>>>>>
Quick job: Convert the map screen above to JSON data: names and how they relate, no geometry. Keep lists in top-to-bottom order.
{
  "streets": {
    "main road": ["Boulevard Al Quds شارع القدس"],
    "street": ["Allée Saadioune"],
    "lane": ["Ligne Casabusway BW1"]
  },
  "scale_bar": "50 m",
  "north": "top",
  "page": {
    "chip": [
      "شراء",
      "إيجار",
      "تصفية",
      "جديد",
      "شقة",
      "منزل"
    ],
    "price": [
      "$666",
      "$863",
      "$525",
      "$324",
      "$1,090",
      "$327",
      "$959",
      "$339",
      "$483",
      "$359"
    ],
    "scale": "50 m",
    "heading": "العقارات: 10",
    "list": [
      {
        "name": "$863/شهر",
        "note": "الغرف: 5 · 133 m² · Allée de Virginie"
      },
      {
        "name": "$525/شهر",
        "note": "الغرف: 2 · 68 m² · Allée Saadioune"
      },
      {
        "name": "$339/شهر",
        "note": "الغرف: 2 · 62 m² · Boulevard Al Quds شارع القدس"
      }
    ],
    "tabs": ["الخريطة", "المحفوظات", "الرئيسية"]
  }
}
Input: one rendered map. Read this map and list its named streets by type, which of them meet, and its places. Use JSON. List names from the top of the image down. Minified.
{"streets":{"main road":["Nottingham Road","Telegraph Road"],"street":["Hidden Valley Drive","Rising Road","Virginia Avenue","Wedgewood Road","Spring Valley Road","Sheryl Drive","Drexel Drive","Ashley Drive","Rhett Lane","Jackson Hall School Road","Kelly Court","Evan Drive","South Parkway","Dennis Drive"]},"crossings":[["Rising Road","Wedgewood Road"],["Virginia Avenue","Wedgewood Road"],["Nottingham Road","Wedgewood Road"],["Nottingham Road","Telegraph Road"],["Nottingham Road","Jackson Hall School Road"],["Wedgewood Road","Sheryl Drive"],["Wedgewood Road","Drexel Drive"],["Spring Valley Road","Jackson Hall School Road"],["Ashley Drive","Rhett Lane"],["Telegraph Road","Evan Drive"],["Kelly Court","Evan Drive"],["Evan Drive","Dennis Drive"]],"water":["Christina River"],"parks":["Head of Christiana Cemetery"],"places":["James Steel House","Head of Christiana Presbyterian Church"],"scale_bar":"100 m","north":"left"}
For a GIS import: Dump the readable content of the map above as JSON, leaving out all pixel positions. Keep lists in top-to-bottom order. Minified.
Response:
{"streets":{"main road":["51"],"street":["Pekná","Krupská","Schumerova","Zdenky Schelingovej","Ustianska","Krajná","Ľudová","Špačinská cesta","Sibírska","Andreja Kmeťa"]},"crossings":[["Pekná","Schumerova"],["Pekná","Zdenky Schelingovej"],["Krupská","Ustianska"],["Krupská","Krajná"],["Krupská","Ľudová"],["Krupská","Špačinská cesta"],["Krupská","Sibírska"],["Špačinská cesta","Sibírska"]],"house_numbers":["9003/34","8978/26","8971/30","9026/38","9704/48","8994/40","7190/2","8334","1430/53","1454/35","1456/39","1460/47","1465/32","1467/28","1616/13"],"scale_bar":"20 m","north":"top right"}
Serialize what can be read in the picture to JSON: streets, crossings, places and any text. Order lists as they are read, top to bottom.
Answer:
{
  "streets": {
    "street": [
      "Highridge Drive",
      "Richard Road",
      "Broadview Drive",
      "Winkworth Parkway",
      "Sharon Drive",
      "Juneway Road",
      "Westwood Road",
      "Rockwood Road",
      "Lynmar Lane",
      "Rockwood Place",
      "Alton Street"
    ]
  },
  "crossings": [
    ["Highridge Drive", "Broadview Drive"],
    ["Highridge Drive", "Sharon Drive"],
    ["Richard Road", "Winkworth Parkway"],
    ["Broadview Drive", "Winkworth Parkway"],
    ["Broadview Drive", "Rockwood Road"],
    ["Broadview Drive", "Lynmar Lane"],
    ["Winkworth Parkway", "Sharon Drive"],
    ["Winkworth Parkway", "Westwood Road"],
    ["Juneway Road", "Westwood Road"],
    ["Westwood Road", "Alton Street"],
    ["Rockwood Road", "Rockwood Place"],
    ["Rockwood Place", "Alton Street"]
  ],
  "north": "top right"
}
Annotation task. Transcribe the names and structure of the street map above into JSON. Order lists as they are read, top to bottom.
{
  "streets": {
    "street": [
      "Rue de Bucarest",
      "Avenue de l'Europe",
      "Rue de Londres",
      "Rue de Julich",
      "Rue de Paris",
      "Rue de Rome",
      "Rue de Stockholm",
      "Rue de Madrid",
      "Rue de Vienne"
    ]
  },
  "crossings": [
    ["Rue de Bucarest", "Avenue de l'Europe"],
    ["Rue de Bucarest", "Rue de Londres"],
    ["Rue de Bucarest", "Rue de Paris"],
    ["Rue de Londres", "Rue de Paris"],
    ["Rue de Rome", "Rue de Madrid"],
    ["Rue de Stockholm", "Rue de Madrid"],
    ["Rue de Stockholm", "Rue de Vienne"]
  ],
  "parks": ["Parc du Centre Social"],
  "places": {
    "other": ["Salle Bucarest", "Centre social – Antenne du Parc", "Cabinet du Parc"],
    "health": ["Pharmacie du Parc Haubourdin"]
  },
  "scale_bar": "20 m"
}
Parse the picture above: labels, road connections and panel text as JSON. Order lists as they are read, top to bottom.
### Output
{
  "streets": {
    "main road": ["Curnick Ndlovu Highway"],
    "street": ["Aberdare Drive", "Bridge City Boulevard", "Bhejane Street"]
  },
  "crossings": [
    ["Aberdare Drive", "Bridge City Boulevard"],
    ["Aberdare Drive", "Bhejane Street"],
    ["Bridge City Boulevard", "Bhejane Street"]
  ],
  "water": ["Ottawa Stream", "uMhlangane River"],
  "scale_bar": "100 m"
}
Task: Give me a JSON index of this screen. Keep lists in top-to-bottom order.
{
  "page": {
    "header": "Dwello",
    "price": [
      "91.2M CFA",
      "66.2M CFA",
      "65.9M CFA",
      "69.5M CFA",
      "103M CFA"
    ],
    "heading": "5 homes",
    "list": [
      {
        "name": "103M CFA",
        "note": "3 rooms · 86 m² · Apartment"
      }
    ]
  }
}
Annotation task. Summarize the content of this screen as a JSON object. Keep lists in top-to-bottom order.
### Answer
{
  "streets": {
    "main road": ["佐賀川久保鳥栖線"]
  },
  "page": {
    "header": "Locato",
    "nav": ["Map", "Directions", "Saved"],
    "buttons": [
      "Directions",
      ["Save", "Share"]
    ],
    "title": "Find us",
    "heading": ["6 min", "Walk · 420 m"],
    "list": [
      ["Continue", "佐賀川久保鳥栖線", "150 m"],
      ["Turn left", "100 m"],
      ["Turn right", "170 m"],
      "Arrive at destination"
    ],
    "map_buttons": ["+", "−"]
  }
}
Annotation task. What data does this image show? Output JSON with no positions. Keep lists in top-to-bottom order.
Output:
<<<<<
Exercise → Return the material above in full, exactly as written.

Reply →
Quick job: Convert the map screen above to JSON data: names and how they relate, no geometry. Keep lists in top-to-bottom order.
{
  "streets": {
    "main road": ["Boulevard Al Quds شارع القدس"],
    "street": ["Allée Saadioune"],
    "lane": ["Ligne Casabusway BW1"]
  },
  "scale_bar": "50 m",
  "north": "top",
  "page": {
    "chip": [
      "شراء",
      "إيجار",
      "تصفية",
      "جديد",
      "شقة",
      "منزل"
    ],
    "price": [
      "$666",
      "$863",
      "$525",
      "$324",
      "$1,090",
      "$327",
      "$959",
      "$339",
      "$483",
      "$359"
    ],
    "scale": "50 m",
    "heading": "العقارات: 10",
    "list": [
      {
        "name": "$863/شهر",
        "note": "الغرف: 5 · 133 m² · Allée de Virginie"
      },
      {
        "name": "$525/شهر",
        "note": "الغرف: 2 · 68 m² · Allée Saadioune"
      },
      {
        "name": "$339/شهر",
        "note": "الغرف: 2 · 62 m² · Boulevard Al Quds شارع القدس"
      }
    ],
    "tabs": ["الخريطة", "المحفوظات", "الرئيسية"]
  }
}
Input: one rendered map. Read this map and list its named streets by type, which of them meet, and its places. Use JSON. List names from the top of the image down. Minified.
{"streets":{"main road":["Nottingham Road","Telegraph Road"],"street":["Hidden Valley Drive","Rising Road","Virginia Avenue","Wedgewood Road","Spring Valley Road","Sheryl Drive","Drexel Drive","Ashley Drive","Rhett Lane","Jackson Hall School Road","Kelly Court","Evan Drive","South Parkway","Dennis Drive"]},"crossings":[["Rising Road","Wedgewood Road"],["Virginia Avenue","Wedgewood Road"],["Nottingham Road","Wedgewood Road"],["Nottingham Road","Telegraph Road"],["Nottingham Road","Jackson Hall School Road"],["Wedgewood Road","Sheryl Drive"],["Wedgewood Road","Drexel Drive"],["Spring Valley Road","Jackson Hall School Road"],["Ashley Drive","Rhett Lane"],["Telegraph Road","Evan Drive"],["Kelly Court","Evan Drive"],["Evan Drive","Dennis Drive"]],"water":["Christina River"],"parks":["Head of Christiana Cemetery"],"places":["James Steel House","Head of Christiana Presbyterian Church"],"scale_bar":"100 m","north":"left"}
For a GIS import: Dump the readable content of the map above as JSON, leaving out all pixel positions. Keep lists in top-to-bottom order. Minified.
Response:
{"streets":{"main road":["51"],"street":["Pekná","Krupská","Schumerova","Zdenky Schelingovej","Ustianska","Krajná","Ľudová","Špačinská cesta","Sibírska","Andreja Kmeťa"]},"crossings":[["Pekná","Schumerova"],["Pekná","Zdenky Schelingovej"],["Krupská","Ustianska"],["Krupská","Krajná"],["Krupská","Ľudová"],["Krupská","Špačinská cesta"],["Krupská","Sibírska"],["Špačinská cesta","Sibírska"]],"house_numbers":["9003/34","8978/26","8971/30","9026/38","9704/48","8994/40","7190/2","8334","1430/53","1454/35","1456/39","1460/47","1465/32","1467/28","1616/13"],"scale_bar":"20 m","north":"top right"}
Serialize what can be read in the picture to JSON: streets, crossings, places and any text. Order lists as they are read, top to bottom.
Answer:
{
  "streets": {
    "street": [
      "Highridge Drive",
      "Richard Road",
      "Broadview Drive",
      "Winkworth Parkway",
      "Sharon Drive",
      "Juneway Road",
      "Westwood Road",
      "Rockwood Road",
      "Lynmar Lane",
      "Rockwood Place",
      "Alton Street"
    ]
  },
  "crossings": [
    ["Highridge Drive", "Broadview Drive"],
    ["Highridge Drive", "Sharon Drive"],
    ["Richard Road", "Winkworth Parkway"],
    ["Broadview Drive", "Winkworth Parkway"],
    ["Broadview Drive", "Rockwood Road"],
    ["Broadview Drive", "Lynmar Lane"],
    ["Winkworth Parkway", "Sharon Drive"],
    ["Winkworth Parkway", "Westwood Road"],
    ["Juneway Road", "Westwood Road"],
    ["Westwood Road", "Alton Street"],
    ["Rockwood Road", "Rockwood Place"],
    ["Rockwood Place", "Alton Street"]
  ],
  "north": "top right"
}
Annotation task. Transcribe the names and structure of the street map above into JSON. Order lists as they are read, top to bottom.
{
  "streets": {
    "street": [
      "Rue de Bucarest",
      "Avenue de l'Europe",
      "Rue de Londres",
      "Rue de Julich",
      "Rue de Paris",
      "Rue de Rome",
      "Rue de Stockholm",
      "Rue de Madrid",
      "Rue de Vienne"
    ]
  },
  "crossings": [
    ["Rue de Bucarest", "Avenue de l'Europe"],
    ["Rue de Bucarest", "Rue de Londres"],
    ["Rue de Bucarest", "Rue de Paris"],
    ["Rue de Londres", "Rue de Paris"],
    ["Rue de Rome", "Rue de Madrid"],
    ["Rue de Stockholm", "Rue de Madrid"],
    ["Rue de Stockholm", "Rue de Vienne"]
  ],
  "parks": ["Parc du Centre Social"],
  "places": {
    "other": ["Salle Bucarest", "Centre social – Antenne du Parc", "Cabinet du Parc"],
    "health": ["Pharmacie du Parc Haubourdin"]
  },
  "scale_bar": "20 m"
}
Parse the picture above: labels, road connections and panel text as JSON. Order lists as they are read, top to bottom.
### Output
{
  "streets": {
    "main road": ["Curnick Ndlovu Highway"],
    "street": ["Aberdare Drive", "Bridge City Boulevard", "Bhejane Street"]
  },
  "crossings": [
    ["Aberdare Drive", "Bridge City Boulevard"],
    ["Aberdare Drive", "Bhejane Street"],
    ["Bridge City Boulevard", "Bhejane Street"]
  ],
  "water": ["Ottawa Stream", "uMhlangane River"],
  "scale_bar": "100 m"
}
Task: Give me a JSON index of this screen. Keep lists in top-to-bottom order.
{
  "page": {
    "header": "Dwello",
    "price": [
      "91.2M CFA",
      "66.2M CFA",
      "65.9M CFA",
      "69.5M CFA",
      "103M CFA"
    ],
    "heading": "5 homes",
    "list": [
      {
        "name": "103M CFA",
        "note": "3 rooms · 86 m² · Apartment"
      }
    ]
  }
}
Annotation task. Summarize the content of this screen as a JSON object. Keep lists in top-to-bottom order.
### Answer
{
  "streets": {
    "main road": ["佐賀川久保鳥栖線"]
  },
  "page": {
    "header": "Locato",
    "nav": ["Map", "Directions", "Saved"],
    "buttons": [
      "Directions",
      ["Save", "Share"]
    ],
    "title": "Find us",
    "heading": ["6 min", "Walk · 420 m"],
    "list": [
      ["Continue", "佐賀川久保鳥栖線", "150 m"],
      ["Turn left", "100 m"],
      ["Turn right", "170 m"],
      "Arrive at destination"
    ],
    "map_buttons": ["+", "−"]
  }
}
Annotation task. What data does this image show? Output JSON with no positions. Keep lists in top-to-bottom order.
Output:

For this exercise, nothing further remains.